Determine which lines of the records include the word "right", and copy them.

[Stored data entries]
-- Opening Marker --

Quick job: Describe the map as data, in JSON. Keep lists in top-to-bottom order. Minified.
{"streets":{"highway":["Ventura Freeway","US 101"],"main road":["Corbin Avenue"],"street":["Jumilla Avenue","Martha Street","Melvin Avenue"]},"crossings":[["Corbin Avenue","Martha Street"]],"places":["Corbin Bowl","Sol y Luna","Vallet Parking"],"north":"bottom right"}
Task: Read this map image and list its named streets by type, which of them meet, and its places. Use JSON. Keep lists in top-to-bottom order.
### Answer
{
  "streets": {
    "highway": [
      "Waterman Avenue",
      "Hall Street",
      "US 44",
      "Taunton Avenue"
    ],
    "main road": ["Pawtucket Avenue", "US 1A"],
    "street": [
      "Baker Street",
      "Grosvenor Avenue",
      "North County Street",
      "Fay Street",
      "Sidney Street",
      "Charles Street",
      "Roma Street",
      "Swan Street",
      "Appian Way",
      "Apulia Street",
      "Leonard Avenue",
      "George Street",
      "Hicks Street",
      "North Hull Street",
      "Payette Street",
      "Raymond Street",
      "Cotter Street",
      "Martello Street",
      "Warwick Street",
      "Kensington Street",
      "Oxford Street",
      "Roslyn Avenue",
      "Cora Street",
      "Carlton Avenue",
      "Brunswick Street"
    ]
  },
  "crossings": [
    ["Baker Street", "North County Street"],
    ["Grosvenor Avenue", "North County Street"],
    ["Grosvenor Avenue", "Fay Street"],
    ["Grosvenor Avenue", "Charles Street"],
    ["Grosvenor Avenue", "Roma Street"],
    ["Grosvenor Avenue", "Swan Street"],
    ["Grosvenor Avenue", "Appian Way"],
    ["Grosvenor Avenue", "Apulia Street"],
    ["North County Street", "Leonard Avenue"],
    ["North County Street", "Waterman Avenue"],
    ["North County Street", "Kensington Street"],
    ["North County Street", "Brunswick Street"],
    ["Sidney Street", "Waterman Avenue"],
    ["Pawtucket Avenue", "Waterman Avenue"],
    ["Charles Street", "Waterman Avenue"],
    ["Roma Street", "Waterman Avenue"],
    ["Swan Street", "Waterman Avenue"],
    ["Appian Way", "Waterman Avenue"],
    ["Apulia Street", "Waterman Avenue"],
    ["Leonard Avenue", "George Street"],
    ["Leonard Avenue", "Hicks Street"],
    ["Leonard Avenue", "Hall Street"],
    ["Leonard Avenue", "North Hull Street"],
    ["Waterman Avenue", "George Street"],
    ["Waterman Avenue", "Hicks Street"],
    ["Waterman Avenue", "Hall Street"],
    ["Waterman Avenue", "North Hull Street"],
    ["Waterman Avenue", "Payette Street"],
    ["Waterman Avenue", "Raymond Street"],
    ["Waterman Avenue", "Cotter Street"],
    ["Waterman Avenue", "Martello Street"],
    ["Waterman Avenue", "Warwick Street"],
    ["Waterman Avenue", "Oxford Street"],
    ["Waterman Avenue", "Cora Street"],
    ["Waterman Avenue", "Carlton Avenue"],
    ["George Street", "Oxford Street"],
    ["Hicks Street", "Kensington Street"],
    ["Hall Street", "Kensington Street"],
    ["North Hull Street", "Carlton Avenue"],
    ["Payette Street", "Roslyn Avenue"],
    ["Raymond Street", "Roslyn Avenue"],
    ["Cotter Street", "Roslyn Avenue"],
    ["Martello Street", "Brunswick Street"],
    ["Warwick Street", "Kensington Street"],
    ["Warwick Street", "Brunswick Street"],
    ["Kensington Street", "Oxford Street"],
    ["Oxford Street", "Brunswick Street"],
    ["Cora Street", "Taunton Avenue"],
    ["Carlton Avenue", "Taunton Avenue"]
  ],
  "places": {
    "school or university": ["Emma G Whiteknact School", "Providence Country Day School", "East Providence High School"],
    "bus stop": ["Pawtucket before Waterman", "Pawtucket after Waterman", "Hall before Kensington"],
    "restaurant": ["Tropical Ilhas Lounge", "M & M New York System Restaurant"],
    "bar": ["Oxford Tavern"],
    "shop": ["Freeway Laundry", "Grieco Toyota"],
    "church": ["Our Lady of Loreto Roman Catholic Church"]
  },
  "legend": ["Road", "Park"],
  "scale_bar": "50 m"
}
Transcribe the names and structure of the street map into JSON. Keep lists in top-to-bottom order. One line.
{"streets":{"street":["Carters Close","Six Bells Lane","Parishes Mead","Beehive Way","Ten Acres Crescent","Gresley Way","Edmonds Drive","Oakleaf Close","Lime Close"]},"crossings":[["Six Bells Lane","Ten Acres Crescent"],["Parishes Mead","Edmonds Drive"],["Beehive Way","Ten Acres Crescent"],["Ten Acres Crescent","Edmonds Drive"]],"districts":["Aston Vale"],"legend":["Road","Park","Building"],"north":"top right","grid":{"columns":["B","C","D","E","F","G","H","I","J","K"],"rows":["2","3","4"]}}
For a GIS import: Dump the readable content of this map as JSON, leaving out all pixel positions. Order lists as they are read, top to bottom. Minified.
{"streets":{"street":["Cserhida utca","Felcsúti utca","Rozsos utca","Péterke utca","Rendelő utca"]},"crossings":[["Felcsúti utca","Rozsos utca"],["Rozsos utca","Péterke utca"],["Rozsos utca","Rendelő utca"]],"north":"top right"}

-- Closing Marker --

Exercise output.
{"streets":{"highway":["Ventura Freeway","US 101"],"main road":["Corbin Avenue"],"street":["Jumilla Avenue","Martha Street","Melvin Avenue"]},"crossings":[["Corbin Avenue","Martha Street"]],"places":["Corbin Bowl","Sol y Luna","Vallet Parking"],"north":"bottom right"}
{"streets":{"street":["Carters Close","Six Bells Lane","Parishes Mead","Beehive Way","Ten Acres Crescent","Gresley Way","Edmonds Drive","Oakleaf Close","Lime Close"]},"crossings":[["Six Bells Lane","Ten Acres Crescent"],["Parishes Mead","Edmonds Drive"],["Beehive Way","Ten Acres Crescent"],["Ten Acres Crescent","Edmonds Drive"]],"districts":["Aston Vale"],"legend":["Road","Park","Building"],"north":"top right","grid":{"columns":["B","C","D","E","F","G","H","I","J","K"],"rows":["2","3","4"]}}
{"streets":{"street":["Cserhida utca","Felcsúti utca","Rozsos utca","Péterke utca","Rendelő utca"]},"crossings":[["Felcsúti utca","Rozsos utca"],["Rozsos utca","Péterke utca"],["Rozsos utca","Rendelő utca"]],"north":"top right"}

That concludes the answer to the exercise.